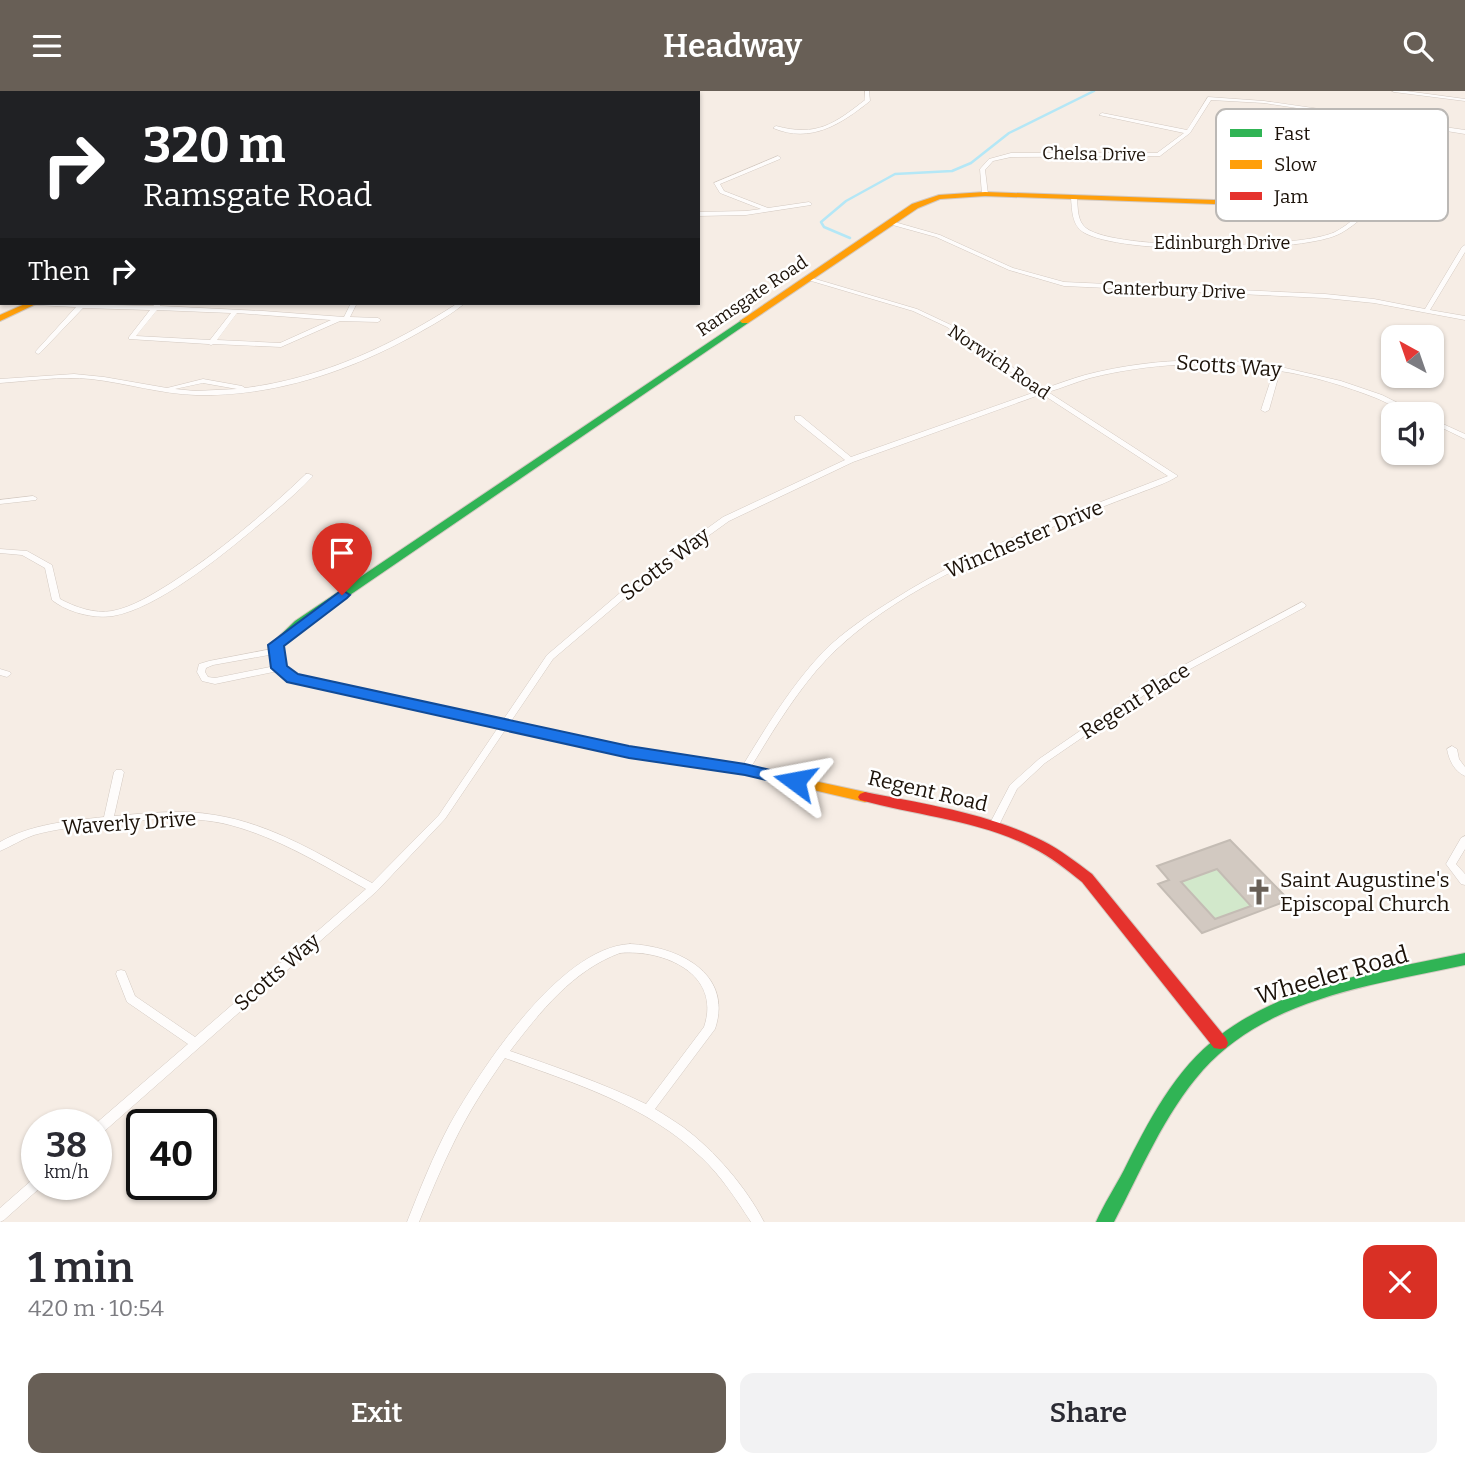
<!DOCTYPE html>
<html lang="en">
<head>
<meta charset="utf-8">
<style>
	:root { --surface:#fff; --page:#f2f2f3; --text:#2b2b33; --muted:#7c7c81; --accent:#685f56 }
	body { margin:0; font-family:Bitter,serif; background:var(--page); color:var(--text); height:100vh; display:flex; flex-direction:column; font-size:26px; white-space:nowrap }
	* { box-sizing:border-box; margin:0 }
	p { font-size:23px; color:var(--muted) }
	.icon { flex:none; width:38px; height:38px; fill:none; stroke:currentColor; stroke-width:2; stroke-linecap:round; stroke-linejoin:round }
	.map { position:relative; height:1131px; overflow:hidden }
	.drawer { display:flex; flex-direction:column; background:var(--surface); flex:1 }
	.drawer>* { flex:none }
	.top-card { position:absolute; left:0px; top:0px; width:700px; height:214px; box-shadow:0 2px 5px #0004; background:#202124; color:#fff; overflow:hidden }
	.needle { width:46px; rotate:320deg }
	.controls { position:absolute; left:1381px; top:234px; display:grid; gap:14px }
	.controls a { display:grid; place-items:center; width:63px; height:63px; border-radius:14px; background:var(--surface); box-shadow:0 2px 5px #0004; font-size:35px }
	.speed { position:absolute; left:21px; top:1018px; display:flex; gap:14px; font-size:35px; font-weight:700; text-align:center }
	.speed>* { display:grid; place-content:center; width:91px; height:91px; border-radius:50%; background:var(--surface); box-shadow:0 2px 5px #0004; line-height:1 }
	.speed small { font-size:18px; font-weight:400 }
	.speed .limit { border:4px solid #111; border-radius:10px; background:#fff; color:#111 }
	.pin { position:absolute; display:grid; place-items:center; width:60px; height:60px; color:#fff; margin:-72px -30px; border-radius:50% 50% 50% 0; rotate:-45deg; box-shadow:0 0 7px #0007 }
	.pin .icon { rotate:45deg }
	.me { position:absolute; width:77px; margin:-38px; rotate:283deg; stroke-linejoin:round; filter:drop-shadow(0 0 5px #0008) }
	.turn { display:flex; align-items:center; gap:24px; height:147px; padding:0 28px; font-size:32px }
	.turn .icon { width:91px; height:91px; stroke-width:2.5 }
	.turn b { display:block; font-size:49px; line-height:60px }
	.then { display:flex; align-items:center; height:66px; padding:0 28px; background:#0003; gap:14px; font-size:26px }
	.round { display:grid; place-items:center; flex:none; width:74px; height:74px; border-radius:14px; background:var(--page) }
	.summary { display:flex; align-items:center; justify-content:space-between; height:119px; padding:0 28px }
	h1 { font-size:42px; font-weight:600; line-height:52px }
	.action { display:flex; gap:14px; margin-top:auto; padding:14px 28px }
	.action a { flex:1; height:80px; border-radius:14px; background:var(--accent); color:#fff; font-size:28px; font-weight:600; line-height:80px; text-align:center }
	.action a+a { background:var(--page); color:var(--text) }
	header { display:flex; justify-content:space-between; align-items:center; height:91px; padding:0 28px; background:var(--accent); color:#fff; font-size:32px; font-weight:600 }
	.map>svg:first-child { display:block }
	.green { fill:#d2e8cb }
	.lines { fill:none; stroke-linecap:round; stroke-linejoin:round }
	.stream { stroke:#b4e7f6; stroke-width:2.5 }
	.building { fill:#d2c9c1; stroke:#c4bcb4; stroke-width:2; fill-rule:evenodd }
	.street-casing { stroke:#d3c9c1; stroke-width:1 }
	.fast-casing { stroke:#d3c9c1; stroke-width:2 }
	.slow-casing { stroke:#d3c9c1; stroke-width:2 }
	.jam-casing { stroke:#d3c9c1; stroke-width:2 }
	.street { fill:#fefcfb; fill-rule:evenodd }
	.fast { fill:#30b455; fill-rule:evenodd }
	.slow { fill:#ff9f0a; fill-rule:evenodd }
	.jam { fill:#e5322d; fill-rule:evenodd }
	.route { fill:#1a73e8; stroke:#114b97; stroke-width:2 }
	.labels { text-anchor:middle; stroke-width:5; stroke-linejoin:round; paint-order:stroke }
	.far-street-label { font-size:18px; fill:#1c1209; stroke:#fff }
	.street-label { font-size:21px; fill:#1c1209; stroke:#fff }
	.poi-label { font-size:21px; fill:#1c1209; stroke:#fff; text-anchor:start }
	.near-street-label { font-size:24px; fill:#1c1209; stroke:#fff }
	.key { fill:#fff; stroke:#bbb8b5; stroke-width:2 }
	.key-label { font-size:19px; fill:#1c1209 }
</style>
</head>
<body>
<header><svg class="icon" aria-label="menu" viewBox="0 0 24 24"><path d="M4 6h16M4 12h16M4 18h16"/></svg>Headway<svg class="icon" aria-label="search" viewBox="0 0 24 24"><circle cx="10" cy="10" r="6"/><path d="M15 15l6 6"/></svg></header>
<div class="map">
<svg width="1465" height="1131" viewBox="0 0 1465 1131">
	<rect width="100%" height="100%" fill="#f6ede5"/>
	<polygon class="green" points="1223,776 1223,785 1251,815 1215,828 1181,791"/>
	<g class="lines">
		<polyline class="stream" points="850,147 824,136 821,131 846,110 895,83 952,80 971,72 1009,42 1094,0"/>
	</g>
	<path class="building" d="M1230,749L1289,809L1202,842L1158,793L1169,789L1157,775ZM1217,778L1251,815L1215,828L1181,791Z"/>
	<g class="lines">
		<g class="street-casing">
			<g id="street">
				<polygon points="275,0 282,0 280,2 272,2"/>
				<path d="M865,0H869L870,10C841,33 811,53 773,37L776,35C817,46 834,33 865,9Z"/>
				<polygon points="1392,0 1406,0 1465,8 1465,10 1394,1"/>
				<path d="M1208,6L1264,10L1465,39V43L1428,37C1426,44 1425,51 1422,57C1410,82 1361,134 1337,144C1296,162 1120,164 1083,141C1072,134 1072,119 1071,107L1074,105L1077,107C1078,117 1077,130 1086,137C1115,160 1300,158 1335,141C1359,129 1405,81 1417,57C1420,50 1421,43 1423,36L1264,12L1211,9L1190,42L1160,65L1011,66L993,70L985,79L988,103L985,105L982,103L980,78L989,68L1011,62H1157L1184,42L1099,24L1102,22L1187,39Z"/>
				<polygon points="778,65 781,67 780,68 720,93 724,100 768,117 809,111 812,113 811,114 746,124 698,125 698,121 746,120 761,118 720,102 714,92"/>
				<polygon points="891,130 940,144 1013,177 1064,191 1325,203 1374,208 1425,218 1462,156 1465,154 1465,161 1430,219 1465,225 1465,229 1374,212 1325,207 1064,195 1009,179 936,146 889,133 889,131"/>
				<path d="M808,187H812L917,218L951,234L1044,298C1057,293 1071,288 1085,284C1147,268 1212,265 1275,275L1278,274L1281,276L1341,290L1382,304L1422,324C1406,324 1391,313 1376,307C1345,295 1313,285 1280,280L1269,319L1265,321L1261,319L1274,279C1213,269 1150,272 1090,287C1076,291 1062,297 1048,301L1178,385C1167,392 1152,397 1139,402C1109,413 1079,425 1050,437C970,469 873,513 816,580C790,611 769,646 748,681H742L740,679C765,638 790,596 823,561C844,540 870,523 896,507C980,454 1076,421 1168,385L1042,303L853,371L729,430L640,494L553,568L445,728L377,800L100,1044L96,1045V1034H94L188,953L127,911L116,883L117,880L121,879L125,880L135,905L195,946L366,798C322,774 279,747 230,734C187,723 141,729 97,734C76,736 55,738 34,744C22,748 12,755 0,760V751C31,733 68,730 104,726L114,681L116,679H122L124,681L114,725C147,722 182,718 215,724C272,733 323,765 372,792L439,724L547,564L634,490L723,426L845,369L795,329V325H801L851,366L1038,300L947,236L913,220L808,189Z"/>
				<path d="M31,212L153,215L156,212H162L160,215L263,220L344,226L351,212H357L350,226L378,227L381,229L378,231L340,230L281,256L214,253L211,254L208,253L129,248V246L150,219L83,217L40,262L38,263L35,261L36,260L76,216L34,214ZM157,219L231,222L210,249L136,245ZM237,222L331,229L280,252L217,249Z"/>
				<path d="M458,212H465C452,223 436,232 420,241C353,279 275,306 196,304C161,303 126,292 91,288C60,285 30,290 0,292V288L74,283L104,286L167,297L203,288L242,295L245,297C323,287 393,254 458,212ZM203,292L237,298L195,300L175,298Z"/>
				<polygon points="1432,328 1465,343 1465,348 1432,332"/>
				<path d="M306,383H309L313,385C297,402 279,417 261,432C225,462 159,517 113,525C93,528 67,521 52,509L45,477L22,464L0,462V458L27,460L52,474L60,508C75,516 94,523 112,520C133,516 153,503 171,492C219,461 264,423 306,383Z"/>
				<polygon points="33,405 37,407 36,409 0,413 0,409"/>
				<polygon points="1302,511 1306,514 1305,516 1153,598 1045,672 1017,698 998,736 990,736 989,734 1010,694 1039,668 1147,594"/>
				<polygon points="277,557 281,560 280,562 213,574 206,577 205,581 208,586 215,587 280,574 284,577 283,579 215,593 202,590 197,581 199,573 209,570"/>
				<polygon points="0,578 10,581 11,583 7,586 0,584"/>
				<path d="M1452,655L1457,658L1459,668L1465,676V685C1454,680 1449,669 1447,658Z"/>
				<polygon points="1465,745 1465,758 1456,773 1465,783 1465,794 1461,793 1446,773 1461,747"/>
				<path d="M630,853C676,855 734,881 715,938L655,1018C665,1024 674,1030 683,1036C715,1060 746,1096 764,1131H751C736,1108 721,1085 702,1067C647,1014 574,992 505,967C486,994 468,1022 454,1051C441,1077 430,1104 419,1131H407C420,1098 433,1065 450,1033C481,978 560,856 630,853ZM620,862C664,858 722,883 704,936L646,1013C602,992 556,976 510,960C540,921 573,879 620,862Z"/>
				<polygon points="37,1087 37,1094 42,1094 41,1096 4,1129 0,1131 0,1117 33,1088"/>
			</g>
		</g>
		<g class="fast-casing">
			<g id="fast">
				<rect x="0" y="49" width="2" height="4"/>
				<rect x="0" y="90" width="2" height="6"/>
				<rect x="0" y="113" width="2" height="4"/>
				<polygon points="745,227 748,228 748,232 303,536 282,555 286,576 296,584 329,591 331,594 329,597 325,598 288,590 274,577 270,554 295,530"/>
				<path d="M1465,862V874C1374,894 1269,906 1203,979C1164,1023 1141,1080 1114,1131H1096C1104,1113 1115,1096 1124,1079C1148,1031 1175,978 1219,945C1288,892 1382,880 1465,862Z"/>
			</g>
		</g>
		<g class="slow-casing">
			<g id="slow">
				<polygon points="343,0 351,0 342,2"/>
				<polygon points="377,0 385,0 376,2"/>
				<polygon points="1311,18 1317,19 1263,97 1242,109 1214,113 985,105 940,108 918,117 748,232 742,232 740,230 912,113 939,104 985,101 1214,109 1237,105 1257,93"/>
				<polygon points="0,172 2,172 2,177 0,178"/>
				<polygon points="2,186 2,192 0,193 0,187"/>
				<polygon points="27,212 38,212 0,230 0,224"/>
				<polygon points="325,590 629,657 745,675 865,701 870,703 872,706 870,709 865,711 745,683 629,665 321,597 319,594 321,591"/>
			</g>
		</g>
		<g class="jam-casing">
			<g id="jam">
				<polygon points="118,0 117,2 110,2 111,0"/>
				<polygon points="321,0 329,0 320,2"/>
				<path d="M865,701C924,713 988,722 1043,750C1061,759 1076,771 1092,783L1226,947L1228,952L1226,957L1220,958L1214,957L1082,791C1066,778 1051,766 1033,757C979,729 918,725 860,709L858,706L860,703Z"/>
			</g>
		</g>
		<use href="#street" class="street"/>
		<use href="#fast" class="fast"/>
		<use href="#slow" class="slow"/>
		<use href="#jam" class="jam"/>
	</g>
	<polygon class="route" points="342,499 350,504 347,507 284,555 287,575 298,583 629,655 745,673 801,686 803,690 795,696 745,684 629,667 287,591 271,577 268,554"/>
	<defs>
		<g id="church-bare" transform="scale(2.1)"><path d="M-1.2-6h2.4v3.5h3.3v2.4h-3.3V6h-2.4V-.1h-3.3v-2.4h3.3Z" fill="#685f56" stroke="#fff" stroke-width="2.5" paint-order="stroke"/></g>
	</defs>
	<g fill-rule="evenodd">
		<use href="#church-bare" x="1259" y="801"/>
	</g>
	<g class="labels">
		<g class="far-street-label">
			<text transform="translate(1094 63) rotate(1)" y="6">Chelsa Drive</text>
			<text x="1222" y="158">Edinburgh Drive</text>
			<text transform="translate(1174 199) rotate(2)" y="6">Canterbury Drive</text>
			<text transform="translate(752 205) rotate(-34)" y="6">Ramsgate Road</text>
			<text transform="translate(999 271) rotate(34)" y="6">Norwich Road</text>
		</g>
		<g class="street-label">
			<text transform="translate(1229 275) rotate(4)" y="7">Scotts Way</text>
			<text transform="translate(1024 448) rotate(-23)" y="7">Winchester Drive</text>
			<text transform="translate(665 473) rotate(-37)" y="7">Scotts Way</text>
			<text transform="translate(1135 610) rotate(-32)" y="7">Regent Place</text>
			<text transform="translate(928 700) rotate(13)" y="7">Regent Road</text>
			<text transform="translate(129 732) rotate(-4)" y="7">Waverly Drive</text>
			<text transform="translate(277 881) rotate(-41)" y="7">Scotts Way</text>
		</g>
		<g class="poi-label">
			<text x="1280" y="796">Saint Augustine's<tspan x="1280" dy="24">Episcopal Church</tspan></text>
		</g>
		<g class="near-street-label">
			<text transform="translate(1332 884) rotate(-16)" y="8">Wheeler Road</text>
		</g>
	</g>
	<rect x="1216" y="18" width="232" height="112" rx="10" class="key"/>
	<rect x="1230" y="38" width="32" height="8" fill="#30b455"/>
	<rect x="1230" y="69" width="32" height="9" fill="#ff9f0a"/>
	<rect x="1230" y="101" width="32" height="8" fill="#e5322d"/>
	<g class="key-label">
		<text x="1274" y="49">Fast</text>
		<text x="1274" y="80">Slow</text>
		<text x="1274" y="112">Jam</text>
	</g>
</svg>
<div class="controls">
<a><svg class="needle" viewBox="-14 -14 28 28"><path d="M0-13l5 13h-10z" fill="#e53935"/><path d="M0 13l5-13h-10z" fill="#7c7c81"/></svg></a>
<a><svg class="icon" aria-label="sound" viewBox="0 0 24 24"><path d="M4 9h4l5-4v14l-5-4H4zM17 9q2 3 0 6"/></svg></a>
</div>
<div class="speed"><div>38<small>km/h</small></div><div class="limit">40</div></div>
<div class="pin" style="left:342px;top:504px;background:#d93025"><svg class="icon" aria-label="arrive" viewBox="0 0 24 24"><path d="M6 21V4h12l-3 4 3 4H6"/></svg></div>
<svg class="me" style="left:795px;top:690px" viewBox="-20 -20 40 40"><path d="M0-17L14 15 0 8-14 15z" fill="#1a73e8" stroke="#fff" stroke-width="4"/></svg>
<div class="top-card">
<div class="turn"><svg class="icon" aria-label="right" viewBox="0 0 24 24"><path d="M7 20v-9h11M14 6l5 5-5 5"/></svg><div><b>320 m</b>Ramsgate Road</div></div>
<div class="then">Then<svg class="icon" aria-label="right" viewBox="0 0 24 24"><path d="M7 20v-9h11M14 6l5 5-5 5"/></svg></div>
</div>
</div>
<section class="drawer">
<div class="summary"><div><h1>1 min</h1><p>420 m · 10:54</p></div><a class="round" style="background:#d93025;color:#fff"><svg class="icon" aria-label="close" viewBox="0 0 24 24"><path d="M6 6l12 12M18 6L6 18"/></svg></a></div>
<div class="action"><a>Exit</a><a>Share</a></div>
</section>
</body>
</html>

□ □ □ □

** Required work **
All that should be written out is the stretch of lines above between the one holding "display:grid; place-items:center; width:63px;" and the one holding "fill:#d2c9c1; stroke:#c4bcb4; stroke-width:2;", inclusive, exactly as given.

** Output for this exercise **
	.controls a { display:grid; place-items:center; width:63px; height:63px; border-radius:14px; background:var(--surface); box-shadow:0 2px 5px #0004; font-size:35px }
	.speed { position:absolute; left:21px; top:1018px; display:flex; gap:14px; font-size:35px; font-weight:700; text-align:center }
	.speed>* { display:grid; place-content:center; width:91px; height:91px; border-radius:50%; background:var(--surface); box-shadow:0 2px 5px #0004; line-height:1 }
	.speed small { font-size:18px; font-weight:400 }
	.speed .limit { border:4px solid #111; border-radius:10px; background:#fff; color:#111 }
	.pin { position:absolute; display:grid; place-items:center; width:60px; height:60px; color:#fff; margin:-72px -30px; border-radius:50% 50% 50% 0; rotate:-45deg; box-shadow:0 0 7px #0007 }
	.pin .icon { rotate:45deg }
	.me { position:absolute; width:77px; margin:-38px; rotate:283deg; stroke-linejoin:round; filter:drop-shadow(0 0 5px #0008) }
	.turn { display:flex; align-items:center; gap:24px; height:147px; padding:0 28px; font-size:32px }
	.turn .icon { width:91px; height:91px; stroke-width:2.5 }
	.turn b { display:block; font-size:49px; line-height:60px }
	.then { display:flex; align-items:center; height:66px; padding:0 28px; background:#0003; gap:14px; font-size:26px }
	.round { display:grid; place-items:center; flex:none; width:74px; height:74px; border-radius:14px; background:var(--page) }
	.summary { display:flex; align-items:center; justify-content:space-between; height:119px; padding:0 28px }
	h1 { font-size:42px; font-weight:600; line-height:52px }
	.action { display:flex; gap:14px; margin-top:auto; padding:14px 28px }
	.action a { flex:1; height:80px; border-radius:14px; background:var(--accent); color:#fff; font-size:28px; font-weight:600; line-height:80px; text-align:center }
	.action a+a { background:var(--page); color:var(--text) }
	header { display:flex; justify-content:space-between; align-items:center; height:91px; padding:0 28px; background:var(--accent); color:#fff; font-size:32px; font-weight:600 }
	.map>svg:first-child { display:block }
	.green { fill:#d2e8cb }
	.lines { fill:none; stroke-linecap:round; stroke-linejoin:round }
	.stream { stroke:#b4e7f6; stroke-width:2.5 }
	.building { fill:#d2c9c1; stroke:#c4bcb4; stroke-width:2; fill-rule:evenodd }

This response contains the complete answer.